### Instructions to follow
Check every line below for the word "rotate" and give only the number of lines where it appears.

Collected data
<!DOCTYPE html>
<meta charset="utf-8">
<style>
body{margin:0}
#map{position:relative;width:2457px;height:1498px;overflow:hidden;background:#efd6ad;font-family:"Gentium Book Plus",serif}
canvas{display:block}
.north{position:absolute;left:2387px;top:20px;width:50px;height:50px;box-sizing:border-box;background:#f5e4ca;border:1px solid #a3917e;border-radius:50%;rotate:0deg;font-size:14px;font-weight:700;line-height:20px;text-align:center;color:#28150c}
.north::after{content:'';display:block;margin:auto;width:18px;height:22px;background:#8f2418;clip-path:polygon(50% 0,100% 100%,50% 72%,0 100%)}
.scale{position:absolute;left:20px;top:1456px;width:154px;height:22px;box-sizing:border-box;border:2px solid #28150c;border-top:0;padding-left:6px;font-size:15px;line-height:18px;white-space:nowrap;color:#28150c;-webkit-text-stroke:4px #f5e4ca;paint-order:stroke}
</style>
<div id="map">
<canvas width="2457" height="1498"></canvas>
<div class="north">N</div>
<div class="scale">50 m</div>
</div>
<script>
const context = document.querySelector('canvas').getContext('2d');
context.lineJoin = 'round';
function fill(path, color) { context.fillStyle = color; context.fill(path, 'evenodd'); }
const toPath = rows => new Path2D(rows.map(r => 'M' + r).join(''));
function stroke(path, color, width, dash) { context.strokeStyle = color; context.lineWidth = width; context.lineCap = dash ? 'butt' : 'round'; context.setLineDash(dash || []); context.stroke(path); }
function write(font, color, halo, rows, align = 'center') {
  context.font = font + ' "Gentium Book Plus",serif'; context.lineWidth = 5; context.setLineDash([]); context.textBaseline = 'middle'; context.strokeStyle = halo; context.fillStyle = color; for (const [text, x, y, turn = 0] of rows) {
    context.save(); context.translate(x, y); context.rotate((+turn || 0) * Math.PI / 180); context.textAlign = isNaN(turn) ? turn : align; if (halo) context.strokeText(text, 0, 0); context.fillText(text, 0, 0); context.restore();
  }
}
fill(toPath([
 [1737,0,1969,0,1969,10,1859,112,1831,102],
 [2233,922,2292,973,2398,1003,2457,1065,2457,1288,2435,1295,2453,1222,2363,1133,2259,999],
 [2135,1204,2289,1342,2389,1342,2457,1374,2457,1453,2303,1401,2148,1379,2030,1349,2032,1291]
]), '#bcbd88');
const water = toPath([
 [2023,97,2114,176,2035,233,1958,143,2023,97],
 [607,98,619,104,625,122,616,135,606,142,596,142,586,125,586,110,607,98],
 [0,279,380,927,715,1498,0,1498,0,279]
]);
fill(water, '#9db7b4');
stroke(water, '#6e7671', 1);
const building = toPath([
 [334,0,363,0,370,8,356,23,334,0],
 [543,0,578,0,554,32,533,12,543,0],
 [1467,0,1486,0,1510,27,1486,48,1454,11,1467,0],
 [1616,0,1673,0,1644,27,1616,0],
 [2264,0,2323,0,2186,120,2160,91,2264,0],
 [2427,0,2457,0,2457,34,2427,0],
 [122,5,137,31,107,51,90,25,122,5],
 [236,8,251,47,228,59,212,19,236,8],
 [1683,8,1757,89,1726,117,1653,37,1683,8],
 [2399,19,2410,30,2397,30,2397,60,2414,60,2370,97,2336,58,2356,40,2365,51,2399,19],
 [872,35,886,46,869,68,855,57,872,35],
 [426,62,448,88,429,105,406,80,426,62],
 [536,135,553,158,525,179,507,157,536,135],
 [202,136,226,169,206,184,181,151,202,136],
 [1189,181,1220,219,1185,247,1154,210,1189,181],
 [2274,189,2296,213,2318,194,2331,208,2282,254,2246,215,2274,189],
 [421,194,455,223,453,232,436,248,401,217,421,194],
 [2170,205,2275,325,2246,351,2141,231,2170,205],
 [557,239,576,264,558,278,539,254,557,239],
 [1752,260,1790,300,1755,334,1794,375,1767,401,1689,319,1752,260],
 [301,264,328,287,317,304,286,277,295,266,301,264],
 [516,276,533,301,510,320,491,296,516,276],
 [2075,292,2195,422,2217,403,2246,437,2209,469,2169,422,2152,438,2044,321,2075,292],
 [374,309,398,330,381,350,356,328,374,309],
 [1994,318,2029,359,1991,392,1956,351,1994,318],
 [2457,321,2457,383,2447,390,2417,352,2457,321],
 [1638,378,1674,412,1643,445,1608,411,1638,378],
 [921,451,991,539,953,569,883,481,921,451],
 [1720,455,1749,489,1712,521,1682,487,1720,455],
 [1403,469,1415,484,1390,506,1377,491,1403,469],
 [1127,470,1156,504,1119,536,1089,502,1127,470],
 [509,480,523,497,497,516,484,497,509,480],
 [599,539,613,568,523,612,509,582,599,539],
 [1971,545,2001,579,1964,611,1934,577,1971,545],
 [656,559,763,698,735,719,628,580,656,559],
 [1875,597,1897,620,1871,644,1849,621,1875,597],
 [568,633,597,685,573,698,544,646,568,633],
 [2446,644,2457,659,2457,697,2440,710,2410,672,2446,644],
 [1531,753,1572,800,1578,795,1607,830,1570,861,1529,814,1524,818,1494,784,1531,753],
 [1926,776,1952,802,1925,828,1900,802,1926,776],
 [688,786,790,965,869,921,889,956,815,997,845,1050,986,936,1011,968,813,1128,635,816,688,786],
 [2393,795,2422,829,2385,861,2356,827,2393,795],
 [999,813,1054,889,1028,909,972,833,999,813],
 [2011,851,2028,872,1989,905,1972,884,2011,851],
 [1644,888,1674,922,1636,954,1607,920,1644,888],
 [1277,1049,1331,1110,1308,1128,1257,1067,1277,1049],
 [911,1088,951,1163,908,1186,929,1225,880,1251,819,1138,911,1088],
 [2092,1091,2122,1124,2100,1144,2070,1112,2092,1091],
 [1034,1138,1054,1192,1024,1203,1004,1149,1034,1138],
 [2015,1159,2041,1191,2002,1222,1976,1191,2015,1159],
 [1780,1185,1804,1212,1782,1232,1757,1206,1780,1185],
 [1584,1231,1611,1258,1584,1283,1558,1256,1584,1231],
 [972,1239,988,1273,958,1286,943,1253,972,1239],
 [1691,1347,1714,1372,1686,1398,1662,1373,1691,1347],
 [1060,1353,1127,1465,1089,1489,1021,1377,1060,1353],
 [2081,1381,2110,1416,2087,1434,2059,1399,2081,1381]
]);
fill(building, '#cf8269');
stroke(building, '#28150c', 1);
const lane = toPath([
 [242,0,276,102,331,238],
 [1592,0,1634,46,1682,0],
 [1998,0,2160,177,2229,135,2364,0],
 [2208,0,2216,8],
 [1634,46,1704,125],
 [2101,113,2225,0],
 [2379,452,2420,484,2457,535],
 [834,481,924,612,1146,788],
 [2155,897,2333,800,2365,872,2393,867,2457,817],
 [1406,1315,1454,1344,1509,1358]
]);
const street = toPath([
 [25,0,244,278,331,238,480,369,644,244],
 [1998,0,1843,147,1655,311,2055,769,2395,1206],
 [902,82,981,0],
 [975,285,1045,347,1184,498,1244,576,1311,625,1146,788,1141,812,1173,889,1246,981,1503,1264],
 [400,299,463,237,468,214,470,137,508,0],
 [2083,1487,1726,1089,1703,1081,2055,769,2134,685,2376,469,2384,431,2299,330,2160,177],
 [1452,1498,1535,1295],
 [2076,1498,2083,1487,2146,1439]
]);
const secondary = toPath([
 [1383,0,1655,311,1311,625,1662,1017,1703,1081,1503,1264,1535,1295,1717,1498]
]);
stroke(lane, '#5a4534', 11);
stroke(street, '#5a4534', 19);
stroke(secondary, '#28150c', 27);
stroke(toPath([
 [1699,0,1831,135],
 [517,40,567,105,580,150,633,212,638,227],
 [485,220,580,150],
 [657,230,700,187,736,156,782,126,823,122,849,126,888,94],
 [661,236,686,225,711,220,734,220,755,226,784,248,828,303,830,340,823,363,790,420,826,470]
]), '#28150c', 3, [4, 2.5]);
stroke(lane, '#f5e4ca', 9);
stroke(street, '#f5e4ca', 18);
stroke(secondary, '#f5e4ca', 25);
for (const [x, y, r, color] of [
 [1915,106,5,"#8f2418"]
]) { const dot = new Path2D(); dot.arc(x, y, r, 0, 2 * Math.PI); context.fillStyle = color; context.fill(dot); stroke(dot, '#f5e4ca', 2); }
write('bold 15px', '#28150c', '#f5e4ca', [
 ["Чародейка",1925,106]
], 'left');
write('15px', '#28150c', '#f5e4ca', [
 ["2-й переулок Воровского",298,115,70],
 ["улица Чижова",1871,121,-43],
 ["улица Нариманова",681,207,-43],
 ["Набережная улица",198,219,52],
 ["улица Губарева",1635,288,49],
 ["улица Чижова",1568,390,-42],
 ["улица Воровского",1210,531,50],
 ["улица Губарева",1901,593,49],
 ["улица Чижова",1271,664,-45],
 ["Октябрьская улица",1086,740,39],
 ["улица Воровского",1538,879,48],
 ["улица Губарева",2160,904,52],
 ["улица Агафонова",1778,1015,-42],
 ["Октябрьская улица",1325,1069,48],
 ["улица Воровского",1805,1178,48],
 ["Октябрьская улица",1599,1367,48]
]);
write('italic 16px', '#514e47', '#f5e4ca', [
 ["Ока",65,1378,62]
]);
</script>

### Solution to the exercise
2